WORK ORDER:
Only a number is wanted: how many lines in these records contain the word "solid"?
━━ THE DATA ━━
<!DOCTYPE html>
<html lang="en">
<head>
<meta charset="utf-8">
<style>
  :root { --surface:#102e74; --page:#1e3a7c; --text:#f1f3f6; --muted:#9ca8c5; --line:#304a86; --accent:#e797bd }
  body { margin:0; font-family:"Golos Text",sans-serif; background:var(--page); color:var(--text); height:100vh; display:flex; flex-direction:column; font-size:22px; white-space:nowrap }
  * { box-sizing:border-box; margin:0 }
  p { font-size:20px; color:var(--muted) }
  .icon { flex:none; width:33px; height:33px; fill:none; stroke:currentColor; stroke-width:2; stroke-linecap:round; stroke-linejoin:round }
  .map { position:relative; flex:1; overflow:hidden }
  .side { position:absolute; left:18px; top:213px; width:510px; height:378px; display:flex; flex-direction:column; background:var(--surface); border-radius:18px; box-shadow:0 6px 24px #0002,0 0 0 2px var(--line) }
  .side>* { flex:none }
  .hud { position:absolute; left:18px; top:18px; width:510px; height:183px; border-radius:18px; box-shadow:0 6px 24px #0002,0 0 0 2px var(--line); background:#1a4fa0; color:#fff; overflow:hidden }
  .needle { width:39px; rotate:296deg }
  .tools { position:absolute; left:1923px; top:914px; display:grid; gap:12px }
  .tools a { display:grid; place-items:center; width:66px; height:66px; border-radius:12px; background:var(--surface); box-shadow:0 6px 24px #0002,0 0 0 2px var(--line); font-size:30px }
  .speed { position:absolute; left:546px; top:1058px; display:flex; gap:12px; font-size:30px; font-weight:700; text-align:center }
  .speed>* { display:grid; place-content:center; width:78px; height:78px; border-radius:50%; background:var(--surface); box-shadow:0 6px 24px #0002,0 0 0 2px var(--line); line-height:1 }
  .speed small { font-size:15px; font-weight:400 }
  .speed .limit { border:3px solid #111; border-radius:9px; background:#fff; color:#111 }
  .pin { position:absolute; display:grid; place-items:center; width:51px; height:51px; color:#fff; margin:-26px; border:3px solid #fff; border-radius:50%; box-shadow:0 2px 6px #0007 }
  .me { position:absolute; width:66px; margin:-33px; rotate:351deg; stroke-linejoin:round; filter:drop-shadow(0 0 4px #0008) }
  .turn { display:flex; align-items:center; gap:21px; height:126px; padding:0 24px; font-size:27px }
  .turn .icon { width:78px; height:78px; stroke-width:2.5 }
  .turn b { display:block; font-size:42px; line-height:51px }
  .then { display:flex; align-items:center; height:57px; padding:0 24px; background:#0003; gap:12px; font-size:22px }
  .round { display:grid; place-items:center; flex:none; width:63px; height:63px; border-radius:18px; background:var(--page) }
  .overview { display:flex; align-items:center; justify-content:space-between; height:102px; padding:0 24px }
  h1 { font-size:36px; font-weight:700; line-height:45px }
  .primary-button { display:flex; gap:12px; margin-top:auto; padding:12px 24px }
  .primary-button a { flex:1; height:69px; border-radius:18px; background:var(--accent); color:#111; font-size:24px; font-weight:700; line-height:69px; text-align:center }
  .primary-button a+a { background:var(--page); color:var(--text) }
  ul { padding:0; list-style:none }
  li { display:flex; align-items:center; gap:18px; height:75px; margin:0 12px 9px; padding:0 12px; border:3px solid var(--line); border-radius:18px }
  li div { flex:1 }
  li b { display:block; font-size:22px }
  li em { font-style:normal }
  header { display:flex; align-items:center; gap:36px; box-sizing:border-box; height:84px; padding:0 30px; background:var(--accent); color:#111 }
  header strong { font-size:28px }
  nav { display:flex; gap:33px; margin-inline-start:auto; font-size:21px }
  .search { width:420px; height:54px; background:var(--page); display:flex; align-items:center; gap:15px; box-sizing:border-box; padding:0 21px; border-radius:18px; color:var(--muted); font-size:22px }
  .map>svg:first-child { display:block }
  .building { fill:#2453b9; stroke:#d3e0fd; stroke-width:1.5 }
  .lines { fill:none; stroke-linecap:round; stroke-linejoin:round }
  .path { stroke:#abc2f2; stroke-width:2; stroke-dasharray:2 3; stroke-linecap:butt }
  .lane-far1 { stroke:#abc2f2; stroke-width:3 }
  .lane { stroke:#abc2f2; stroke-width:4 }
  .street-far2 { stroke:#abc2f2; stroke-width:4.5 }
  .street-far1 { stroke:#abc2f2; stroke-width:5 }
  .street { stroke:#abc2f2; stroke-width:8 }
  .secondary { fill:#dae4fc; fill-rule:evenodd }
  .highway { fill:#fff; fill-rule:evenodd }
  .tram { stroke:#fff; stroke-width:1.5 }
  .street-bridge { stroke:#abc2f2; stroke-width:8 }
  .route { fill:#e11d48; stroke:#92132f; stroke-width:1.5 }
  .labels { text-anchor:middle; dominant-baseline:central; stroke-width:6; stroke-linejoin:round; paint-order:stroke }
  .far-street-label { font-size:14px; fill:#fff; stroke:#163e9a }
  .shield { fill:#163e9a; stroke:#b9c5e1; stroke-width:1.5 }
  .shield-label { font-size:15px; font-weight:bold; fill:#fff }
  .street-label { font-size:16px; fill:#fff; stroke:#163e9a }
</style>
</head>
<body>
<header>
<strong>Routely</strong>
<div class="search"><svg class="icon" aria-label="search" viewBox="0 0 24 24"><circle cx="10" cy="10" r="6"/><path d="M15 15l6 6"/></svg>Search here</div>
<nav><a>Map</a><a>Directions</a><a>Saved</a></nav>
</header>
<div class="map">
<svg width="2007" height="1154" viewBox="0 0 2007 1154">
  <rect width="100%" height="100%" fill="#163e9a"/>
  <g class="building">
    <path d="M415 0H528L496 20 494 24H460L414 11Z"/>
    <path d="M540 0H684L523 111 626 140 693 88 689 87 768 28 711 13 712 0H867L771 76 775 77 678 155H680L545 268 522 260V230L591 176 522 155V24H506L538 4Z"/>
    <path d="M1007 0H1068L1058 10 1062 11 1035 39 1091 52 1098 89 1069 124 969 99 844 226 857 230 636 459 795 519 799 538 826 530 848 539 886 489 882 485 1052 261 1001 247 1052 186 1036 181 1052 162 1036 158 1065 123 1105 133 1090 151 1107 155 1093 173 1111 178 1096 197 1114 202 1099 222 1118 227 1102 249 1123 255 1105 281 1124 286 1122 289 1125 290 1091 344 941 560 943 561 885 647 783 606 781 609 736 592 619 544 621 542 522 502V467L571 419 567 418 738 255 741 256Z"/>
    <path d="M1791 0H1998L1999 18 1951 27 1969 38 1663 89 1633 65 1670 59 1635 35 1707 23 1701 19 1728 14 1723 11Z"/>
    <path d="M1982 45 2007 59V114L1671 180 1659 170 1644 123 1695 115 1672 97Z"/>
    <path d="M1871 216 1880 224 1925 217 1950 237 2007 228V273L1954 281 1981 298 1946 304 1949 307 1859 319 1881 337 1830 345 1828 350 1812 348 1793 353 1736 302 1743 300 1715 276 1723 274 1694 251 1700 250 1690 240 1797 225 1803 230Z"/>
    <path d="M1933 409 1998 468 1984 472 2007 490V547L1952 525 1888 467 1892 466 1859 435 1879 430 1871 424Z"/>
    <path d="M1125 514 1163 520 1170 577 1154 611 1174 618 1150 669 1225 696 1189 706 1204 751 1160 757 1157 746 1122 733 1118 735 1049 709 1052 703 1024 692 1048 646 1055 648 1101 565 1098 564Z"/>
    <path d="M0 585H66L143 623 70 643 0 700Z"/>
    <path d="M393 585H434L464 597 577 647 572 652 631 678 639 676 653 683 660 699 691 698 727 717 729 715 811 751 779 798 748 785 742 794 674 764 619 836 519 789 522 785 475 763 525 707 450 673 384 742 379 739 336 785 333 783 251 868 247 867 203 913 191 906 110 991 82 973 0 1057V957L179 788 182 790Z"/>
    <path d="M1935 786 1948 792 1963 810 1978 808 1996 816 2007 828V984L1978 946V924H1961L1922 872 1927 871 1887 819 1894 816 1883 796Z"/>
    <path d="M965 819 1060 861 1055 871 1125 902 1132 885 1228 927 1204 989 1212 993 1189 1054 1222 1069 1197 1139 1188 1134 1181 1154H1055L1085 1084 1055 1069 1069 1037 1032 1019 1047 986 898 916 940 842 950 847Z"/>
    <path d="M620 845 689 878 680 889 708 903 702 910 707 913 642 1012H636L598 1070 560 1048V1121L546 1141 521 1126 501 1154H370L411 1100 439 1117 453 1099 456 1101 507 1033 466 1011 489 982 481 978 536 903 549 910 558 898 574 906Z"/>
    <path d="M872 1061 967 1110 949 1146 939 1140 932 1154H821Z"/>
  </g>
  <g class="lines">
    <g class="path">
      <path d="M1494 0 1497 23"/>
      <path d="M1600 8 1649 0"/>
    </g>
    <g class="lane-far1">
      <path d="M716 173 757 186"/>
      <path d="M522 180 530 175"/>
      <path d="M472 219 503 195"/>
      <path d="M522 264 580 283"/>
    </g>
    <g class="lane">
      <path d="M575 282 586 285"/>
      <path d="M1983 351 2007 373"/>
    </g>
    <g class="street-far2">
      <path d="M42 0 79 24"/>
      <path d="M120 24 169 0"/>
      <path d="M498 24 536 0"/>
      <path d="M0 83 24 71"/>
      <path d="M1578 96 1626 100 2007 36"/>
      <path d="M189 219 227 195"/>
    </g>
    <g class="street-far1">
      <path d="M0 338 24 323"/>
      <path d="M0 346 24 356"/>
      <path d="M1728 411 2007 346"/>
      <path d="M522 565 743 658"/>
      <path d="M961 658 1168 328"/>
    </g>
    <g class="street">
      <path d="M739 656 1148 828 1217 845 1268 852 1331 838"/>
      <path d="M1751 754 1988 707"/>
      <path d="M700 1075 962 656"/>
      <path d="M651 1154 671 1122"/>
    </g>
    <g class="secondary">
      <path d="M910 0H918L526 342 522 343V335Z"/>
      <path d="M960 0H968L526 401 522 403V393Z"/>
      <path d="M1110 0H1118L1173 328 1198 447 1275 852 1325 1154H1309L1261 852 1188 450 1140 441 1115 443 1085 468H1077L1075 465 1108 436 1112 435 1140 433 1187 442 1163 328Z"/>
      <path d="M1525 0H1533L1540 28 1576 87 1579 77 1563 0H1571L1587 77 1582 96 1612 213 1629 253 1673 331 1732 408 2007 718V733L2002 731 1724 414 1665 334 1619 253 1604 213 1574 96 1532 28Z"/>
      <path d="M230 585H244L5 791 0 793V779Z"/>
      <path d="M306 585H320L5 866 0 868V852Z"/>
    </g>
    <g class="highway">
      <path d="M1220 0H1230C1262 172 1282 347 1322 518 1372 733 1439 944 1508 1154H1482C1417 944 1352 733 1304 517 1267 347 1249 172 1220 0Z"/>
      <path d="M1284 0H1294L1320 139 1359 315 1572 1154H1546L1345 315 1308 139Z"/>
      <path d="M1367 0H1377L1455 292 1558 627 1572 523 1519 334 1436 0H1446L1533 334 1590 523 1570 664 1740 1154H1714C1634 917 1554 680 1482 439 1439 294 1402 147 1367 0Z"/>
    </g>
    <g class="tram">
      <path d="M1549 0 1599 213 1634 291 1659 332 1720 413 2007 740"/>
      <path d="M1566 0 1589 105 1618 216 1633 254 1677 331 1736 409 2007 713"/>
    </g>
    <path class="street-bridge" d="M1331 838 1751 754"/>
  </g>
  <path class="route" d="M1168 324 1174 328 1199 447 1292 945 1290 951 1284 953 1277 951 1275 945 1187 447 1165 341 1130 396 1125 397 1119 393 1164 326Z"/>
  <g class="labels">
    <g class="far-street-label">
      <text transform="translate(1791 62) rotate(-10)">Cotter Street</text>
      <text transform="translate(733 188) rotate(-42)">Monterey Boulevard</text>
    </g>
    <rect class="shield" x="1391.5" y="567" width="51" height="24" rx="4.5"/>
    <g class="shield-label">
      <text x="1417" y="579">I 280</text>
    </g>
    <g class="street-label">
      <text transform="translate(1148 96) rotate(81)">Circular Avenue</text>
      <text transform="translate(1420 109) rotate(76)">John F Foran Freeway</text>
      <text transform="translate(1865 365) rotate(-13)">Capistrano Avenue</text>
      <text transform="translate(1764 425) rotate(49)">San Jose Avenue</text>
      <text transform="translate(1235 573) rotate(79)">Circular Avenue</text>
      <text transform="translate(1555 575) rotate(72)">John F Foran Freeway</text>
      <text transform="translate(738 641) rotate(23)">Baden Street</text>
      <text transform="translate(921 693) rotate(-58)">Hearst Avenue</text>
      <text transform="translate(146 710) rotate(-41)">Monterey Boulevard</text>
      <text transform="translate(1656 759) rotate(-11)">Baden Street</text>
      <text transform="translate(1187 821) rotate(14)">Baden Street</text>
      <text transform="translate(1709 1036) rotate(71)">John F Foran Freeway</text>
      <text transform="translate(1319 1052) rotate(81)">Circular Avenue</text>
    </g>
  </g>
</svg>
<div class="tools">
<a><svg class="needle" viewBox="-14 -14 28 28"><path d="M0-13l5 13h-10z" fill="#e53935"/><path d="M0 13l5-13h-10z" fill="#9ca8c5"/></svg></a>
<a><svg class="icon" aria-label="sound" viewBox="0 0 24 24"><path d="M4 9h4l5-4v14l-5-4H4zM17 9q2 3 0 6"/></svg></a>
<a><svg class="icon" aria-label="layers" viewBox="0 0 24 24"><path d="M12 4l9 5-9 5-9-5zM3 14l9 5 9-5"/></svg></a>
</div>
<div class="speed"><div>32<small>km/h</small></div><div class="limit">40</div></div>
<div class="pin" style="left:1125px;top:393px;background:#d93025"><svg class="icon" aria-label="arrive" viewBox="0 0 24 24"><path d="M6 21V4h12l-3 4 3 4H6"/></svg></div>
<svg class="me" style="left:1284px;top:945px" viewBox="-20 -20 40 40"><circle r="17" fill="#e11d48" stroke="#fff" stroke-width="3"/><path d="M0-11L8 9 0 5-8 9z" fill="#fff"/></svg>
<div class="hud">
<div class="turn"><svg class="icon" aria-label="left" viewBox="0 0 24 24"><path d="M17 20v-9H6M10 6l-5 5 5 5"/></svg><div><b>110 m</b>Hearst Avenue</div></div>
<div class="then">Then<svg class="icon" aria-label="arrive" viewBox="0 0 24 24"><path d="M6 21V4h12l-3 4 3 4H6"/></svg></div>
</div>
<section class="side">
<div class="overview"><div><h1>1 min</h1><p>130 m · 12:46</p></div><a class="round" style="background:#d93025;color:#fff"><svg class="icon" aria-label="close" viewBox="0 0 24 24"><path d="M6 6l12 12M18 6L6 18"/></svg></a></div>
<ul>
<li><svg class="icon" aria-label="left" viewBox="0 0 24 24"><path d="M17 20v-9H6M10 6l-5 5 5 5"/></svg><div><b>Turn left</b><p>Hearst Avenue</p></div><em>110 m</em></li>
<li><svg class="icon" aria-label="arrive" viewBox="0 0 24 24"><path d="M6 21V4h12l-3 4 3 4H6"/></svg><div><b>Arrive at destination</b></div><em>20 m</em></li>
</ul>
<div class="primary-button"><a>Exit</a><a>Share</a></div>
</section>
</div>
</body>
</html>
━━━
PROBLEM SOLUTION:
3